◆ Task description ◆
From the first line of the listing below to the line containing "position:absolute; left:21px; top:1444px;", write out everything exactly. No pictures.

◆ Data in this exercise ◆
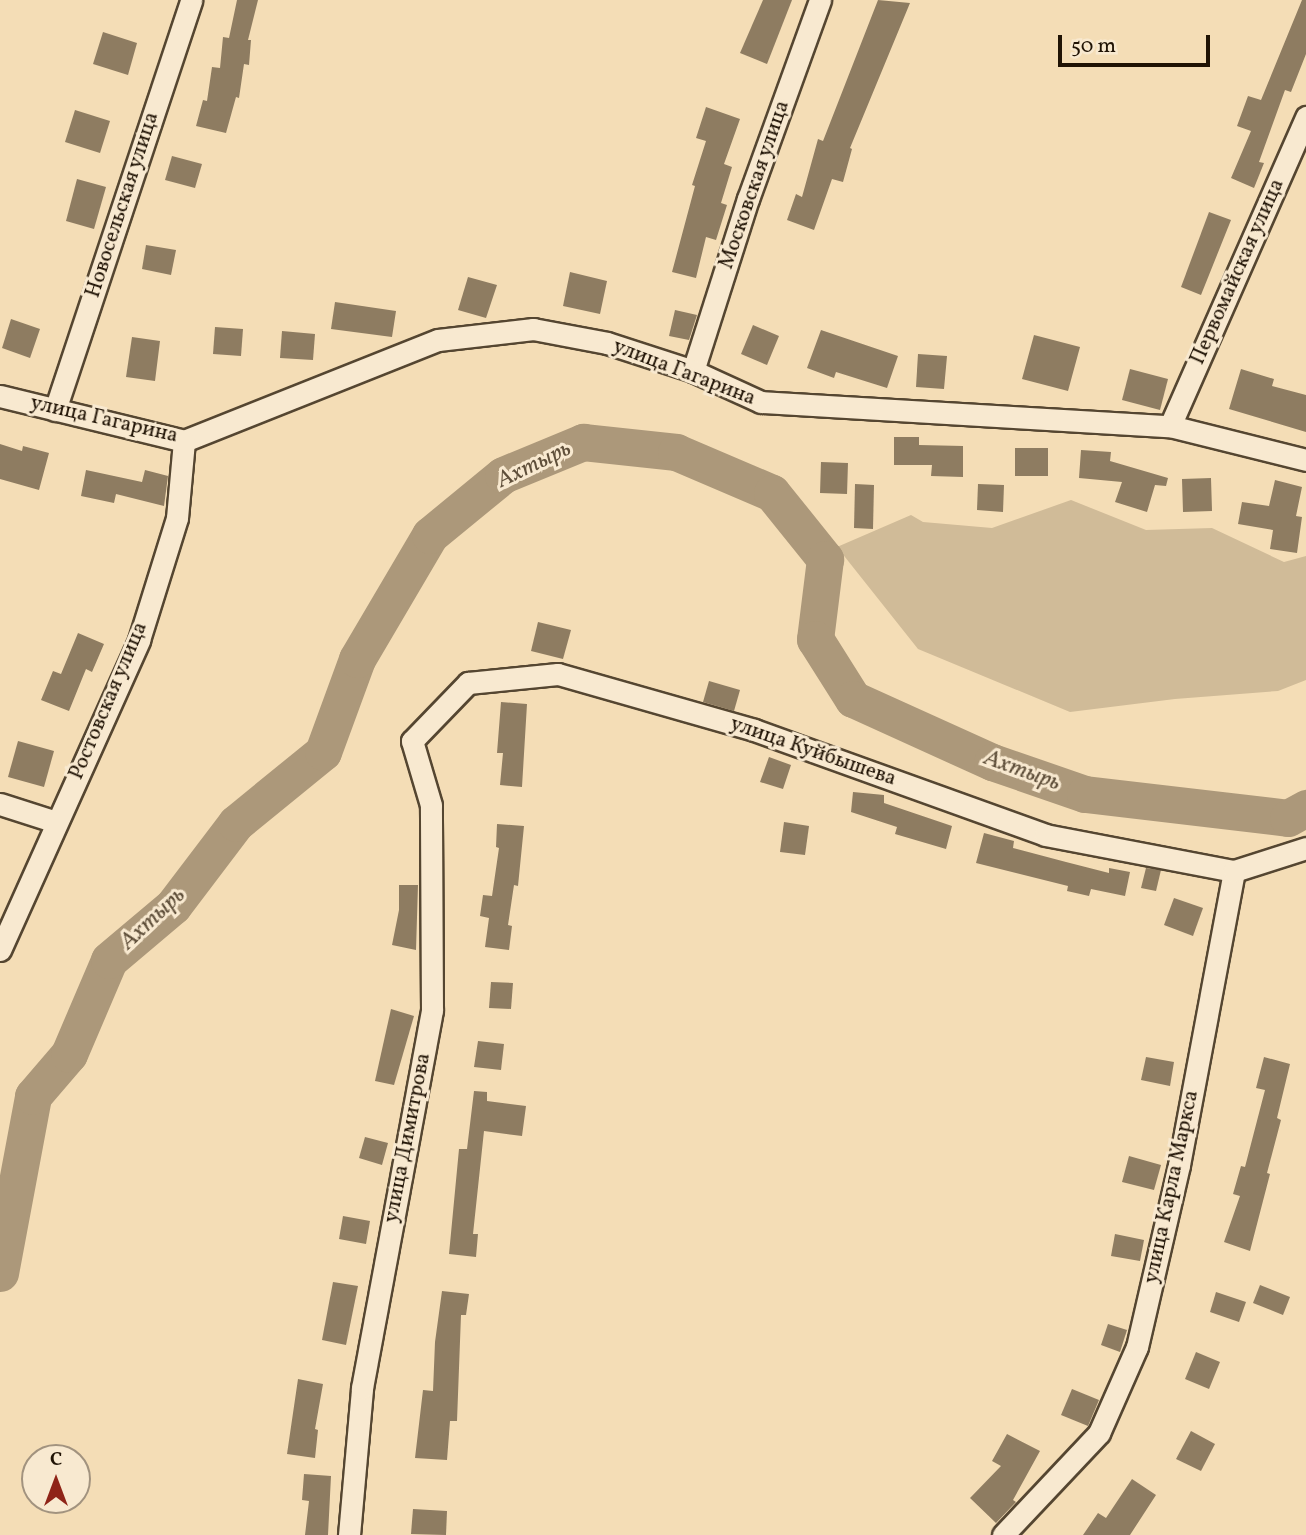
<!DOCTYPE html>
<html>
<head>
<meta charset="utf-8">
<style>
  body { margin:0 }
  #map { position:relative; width:1306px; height:1535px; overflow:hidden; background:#f4ddb6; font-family:Vollkorn,serif }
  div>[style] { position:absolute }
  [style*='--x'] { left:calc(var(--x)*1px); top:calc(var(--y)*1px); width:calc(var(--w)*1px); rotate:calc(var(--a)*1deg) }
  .green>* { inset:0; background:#d0bb98 }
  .river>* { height:37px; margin:-18.5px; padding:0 18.5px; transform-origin:18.5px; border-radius:18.5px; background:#ac987a }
  .building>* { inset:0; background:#8e7c61 }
  .roads { filter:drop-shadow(2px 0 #554631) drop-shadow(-2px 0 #554631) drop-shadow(0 2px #554631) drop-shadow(0 -2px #554631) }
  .minor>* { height:21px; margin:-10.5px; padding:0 10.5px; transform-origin:10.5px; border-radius:10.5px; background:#f8e9d0 }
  span { translate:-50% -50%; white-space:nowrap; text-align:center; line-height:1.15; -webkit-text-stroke:6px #f8e9d0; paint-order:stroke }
  .street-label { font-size:21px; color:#201305 }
  .water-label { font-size:23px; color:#5f4f3a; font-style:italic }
  .north { position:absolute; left:21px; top:1444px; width:70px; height:70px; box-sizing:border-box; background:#f8e9d0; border:2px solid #a2937f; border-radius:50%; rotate:0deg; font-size:19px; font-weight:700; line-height:28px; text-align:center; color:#201305 }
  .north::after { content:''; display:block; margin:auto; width:24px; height:32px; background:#8f2418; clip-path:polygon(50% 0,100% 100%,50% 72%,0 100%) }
  .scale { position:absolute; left:1058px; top:35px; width:152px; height:32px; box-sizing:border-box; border:4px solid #201305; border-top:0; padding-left:9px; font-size:21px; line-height:24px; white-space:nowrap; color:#201305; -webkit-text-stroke:5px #f8e9d0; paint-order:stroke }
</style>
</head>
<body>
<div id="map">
  <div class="green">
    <div style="clip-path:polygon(1071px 500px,1146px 530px,1212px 528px,1284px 562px,1306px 556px,1306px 680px,1278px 691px,1175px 699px,1070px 712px,918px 649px,837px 547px,911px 515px,923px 522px,992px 528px)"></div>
  </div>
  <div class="river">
    <div style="--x:0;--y:1273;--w:180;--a:-79.4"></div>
    <div style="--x:33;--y:1096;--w:55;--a:-49.4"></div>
    <div style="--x:69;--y:1054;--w:102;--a:-66.9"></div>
    <div style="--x:109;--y:960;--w:84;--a:-40.2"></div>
    <div style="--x:173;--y:906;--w:104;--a:-52.8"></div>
    <div style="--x:236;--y:823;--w:112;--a:-39.2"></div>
    <div style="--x:323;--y:752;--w:99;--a:-69.9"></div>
    <div style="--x:357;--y:659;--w:144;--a:-59.5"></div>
    <div style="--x:430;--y:535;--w:94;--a:-39.4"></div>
    <div style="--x:503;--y:475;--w:87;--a:-22.4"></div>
    <div style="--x:583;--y:442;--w:94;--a:6.1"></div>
    <div style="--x:676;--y:452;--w:104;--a:23.1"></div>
    <div style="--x:772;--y:493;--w:85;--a:51.2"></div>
    <div style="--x:825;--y:559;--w:81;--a:97.1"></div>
    <div style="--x:815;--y:639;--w:71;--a:57.7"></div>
    <div style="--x:853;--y:699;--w:153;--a:24.4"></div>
    <div style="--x:992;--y:762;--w:98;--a:19"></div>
    <div style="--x:1085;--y:794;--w:204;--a:6.7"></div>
    <div style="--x:1288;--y:818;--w:21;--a:-29"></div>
  </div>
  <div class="building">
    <div style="clip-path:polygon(237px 0,258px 0,248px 40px,251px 40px,249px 65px,244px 64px,239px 98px,236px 97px,226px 133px,196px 126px,203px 100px,207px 101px,212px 67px,220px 68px,223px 37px,229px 38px)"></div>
    <div style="clip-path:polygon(763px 0,792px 0,767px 64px,740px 53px)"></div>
    <div style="clip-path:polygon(878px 0,910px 3px,850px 148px,852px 149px,843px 182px,832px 179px,814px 230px,787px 220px,796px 194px,802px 197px,818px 139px,823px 141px)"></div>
    <div style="clip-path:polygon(1302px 0,1306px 0,1306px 54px,1291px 92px,1285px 90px,1259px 162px,1264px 163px,1254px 188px,1231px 178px,1251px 131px,1237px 126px,1248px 96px,1261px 100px)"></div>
    <div style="clip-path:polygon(103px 32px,137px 43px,128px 75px,93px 64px)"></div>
    <div style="clip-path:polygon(706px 107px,740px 119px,724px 164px,732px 167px,721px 203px,727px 205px,716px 240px,706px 237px,696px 278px,672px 272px,695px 186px,692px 185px,706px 141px,696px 138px)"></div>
    <div style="clip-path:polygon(75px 110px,110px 121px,100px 153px,65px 142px)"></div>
    <div style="clip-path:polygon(172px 156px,202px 164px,195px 188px,165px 180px)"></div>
    <div style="clip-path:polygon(77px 179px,106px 187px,94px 229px,66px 221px)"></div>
    <div style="clip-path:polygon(1209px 212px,1231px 220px,1201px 295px,1181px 287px)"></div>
    <div style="clip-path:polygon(146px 245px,176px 250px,171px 275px,142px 269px)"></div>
    <div style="clip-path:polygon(570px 272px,607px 281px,600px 314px,563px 306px)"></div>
    <div style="clip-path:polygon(468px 277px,497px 285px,486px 318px,458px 310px)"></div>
    <div style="clip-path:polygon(335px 302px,396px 311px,392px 337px,331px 329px)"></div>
    <div style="clip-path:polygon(675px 310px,697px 315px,689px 340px,669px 336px)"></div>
    <div style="clip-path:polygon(11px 319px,40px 329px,30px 358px,2px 348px)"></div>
    <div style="clip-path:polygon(753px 325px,779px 336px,767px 365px,741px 354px)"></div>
    <div style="clip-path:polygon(215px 327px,243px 329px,241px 356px,213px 354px)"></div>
    <div style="clip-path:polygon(821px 330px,898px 356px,887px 388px,836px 372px,834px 378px,807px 368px)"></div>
    <div style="clip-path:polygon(282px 331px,315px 334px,313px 360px,280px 358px)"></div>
    <div style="clip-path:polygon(1034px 335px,1080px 347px,1068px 391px,1022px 379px)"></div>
    <div style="clip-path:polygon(132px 337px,160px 341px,155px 381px,126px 377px)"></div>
    <div style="clip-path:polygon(918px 354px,947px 356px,944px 389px,916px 387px)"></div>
    <div style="clip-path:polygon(1130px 369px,1168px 379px,1160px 410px,1122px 400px)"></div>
    <div style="clip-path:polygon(1241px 369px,1274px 379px,1272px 386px,1306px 395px,1306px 432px,1229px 409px)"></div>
    <div style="clip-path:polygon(894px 437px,919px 437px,919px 445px,963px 446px,963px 477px,931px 476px,932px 465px,894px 465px)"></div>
    <div style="clip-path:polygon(0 444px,22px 451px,23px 446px,49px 453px,39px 490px,0 479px)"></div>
    <div style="clip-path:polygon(1015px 448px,1048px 448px,1048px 476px,1015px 476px)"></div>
    <div style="clip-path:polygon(1081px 450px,1111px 452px,1110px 461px,1168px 478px,1166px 486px,1155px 485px,1147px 512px,1115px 502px,1122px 482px,1079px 478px)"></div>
    <div style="clip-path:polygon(821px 462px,848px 463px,847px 494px,820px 493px)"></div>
    <div style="clip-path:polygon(86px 470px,142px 482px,145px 470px,168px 476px,164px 506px,116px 494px,114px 503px,81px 496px)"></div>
    <div style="clip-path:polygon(1211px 478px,1212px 511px,1183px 512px,1182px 479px)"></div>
    <div style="clip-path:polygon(1275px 480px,1302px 487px,1296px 516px,1302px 517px,1297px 553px,1270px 549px,1273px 530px,1238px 524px,1242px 502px,1269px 506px)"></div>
    <div style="clip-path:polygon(855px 484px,874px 485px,873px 529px,854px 528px)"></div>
    <div style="clip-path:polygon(978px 484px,1004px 485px,1003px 512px,977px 510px)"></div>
    <div style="clip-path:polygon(538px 622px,571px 630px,563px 659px,531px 651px)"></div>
    <div style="clip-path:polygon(78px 633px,104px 644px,92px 672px,86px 669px,69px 711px,41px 700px,53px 671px,61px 674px)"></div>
    <div style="clip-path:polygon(709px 681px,740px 690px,734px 711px,703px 702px)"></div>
    <div style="clip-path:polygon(501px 702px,527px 704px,522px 787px,500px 785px,503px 753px,497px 753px)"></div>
    <div style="clip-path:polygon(18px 741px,54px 751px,44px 787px,8px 777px)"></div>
    <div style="clip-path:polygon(769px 757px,791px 765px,783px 789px,760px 782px)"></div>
    <div style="clip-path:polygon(853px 792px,884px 795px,884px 803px,952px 826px,946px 849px,895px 834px,897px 827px,851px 812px)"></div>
    <div style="clip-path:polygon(784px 822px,809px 826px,805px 855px,780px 852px)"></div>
    <div style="clip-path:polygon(497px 824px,524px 826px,518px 886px,514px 885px,508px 925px,512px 926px,509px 950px,485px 947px,489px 918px,480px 916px,483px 895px,492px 896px,499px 848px,496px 847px)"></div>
    <div style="clip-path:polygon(984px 833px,1014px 841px,1013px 848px,1066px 862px,1109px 873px,1109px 868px,1130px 872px,1125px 896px,1091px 889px,1089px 896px,1067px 891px,1068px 886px,976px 863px)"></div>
    <div style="clip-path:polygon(1146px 868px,1161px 870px,1156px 891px,1141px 888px)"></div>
    <div style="clip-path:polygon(399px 885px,418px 885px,416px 950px,392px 945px,399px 910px)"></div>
    <div style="clip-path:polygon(1174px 898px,1203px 908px,1193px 936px,1164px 925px)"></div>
    <div style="clip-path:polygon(491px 982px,513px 983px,511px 1009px,489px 1008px)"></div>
    <div style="clip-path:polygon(391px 1009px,414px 1016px,394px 1085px,375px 1081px)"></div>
    <div style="clip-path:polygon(478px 1041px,504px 1044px,501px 1070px,474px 1067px)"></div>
    <div style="clip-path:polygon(1146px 1057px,1174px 1062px,1170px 1086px,1141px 1080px)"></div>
    <div style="clip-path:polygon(1264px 1057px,1290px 1064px,1277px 1118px,1281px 1120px,1267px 1173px,1270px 1174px,1250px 1251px,1224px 1242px,1240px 1196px,1233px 1194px,1241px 1166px,1245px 1167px,1265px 1090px,1256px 1088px)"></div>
    <div style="clip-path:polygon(474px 1091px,487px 1092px,487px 1101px,526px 1106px,522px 1136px,484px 1131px,473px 1234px,478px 1234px,476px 1257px,449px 1254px,459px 1149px,467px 1149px)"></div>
    <div style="clip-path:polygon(365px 1137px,388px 1143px,382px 1165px,359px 1158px)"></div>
    <div style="clip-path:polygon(1129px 1156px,1161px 1165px,1154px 1190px,1122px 1182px)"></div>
    <div style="clip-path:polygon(343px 1216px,370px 1221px,366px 1244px,339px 1239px)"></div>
    <div style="clip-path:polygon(1115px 1234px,1144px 1240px,1140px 1261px,1111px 1256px)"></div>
    <div style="clip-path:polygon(333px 1282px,358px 1286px,346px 1345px,322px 1340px)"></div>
    <div style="clip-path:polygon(1260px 1285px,1290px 1297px,1283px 1315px,1253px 1303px)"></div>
    <div style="clip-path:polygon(442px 1291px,469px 1294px,466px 1315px,461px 1315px,457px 1421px,450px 1421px,447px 1460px,415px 1458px,423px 1390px,433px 1391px,435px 1342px)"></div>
    <div style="clip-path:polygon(1216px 1292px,1246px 1302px,1239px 1322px,1210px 1312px)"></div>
    <div style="clip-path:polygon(1108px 1324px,1127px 1330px,1120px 1352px,1101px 1345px)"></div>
    <div style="clip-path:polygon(1196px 1352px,1220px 1362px,1209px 1389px,1185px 1379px)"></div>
    <div style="clip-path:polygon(298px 1379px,323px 1384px,315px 1429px,318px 1430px,315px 1458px,287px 1454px)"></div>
    <div style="clip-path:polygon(1072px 1389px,1099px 1400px,1088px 1426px,1061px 1415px)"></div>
    <div style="clip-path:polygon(1191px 1431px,1215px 1444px,1201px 1471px,1176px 1459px)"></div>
    <div style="clip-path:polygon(1007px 1434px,1040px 1451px,1013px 1500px,1016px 1502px,996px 1523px,970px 1498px,1001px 1466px,992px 1461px)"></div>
    <div style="clip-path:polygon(304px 1474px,331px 1476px,328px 1535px,305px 1535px,309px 1501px,302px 1500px)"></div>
    <div style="clip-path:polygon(1132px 1479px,1156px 1495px,1130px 1535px,1083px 1535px,1098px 1513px,1106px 1518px)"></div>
    <div style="clip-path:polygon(413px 1509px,447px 1511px,446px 1535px,411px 1534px)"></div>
  </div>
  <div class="roads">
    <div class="minor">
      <div style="--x:693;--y:371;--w:181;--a:-72.3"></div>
      <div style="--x:748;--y:199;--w:212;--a:-70.1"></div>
      <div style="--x:0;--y:396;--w:189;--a:13.7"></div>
      <div style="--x:184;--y:441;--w:273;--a:-21.7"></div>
      <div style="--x:438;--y:340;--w:96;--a:-6.6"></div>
      <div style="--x:533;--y:329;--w:75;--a:10.7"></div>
      <div style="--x:607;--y:343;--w:90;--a:18"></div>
      <div style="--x:693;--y:371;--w:75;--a:24.5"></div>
      <div style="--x:761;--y:402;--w:410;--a:3.4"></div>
      <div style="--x:1170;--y:426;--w:140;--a:14"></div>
      <div style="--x:55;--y:410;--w:432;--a:-71.6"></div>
      <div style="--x:1170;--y:426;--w:338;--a:-66.2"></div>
      <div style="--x:0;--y:804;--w:59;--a:17.8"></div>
      <div style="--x:0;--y:950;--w:340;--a:-65.8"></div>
      <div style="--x:139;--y:640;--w:128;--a:-72.7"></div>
      <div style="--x:177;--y:518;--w:77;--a:-84.8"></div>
      <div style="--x:349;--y:1535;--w:148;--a:-84.9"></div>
      <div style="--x:362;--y:1388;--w:384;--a:-79.5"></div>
      <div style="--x:432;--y:1010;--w:205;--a:-90.3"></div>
      <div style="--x:431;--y:805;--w:67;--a:-106.5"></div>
      <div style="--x:412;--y:741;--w:81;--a:-46"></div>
      <div style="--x:468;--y:683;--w:90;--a:-5.7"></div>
      <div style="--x:558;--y:674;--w:204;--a:15.9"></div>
      <div style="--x:754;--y:730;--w:309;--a:19.8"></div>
      <div style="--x:1045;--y:835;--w:192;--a:10.8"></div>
      <div style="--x:1003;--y:1535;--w:140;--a:-46.7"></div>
      <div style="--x:1099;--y:1433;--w:94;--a:-66.2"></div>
      <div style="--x:1137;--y:1347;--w:187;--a:-77"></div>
      <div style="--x:1179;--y:1165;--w:299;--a:-79.4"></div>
      <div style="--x:1234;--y:871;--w:76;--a:-17.7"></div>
    </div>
  </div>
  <div class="street-label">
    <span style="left:755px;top:185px;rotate:-71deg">Московская улица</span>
    <span style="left:123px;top:205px;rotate:-72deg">Новосельская улица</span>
    <span style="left:1238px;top:272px;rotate:-66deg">Первомайская улица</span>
    <span style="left:684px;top:373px;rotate:21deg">улица Гагарина</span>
    <span style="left:104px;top:420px;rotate:13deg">улица Гагарина</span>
    <span style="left:109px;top:701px;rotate:-67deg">Ростовская улица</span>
    <span style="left:813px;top:752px;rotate:19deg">улица Куйбышева</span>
    <span style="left:408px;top:1138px;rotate:-79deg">улица Димитрова</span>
    <span style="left:1172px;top:1187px;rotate:-78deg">улица Карла Маркса</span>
  </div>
  <div class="water-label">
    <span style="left:534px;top:465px;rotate:-26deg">Ахтырь</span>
    <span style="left:1022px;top:771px;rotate:20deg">Ахтырь</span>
    <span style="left:153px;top:919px;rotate:-43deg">Ахтырь</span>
  </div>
  <div class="north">С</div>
  <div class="scale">50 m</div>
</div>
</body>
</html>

◆ Written response ◆
<!DOCTYPE html>
<html>
<head>
<meta charset="utf-8">
<style>
  body { margin:0 }
  #map { position:relative; width:1306px; height:1535px; overflow:hidden; background:#f4ddb6; font-family:Vollkorn,serif }
  div>[style] { position:absolute }
  [style*='--x'] { left:calc(var(--x)*1px); top:calc(var(--y)*1px); width:calc(var(--w)*1px); rotate:calc(var(--a)*1deg) }
  .green>* { inset:0; background:#d0bb98 }
  .river>* { height:37px; margin:-18.5px; padding:0 18.5px; transform-origin:18.5px; border-radius:18.5px; background:#ac987a }
  .building>* { inset:0; background:#8e7c61 }
  .roads { filter:drop-shadow(2px 0 #554631) drop-shadow(-2px 0 #554631) drop-shadow(0 2px #554631) drop-shadow(0 -2px #554631) }
  .minor>* { height:21px; margin:-10.5px; padding:0 10.5px; transform-origin:10.5px; border-radius:10.5px; background:#f8e9d0 }
  span { translate:-50% -50%; white-space:nowrap; text-align:center; line-height:1.15; -webkit-text-stroke:6px #f8e9d0; paint-order:stroke }
  .street-label { font-size:21px; color:#201305 }
  .water-label { font-size:23px; color:#5f4f3a; font-style:italic }
  .north { position:absolute; left:21px; top:1444px; width:70px; height:70px; box-sizing:border-box; background:#f8e9d0; border:2px solid #a2937f; border-radius:50%; rotate:0deg; font-size:19px; font-weight:700; line-height:28px; text-align:center; color:#201305 }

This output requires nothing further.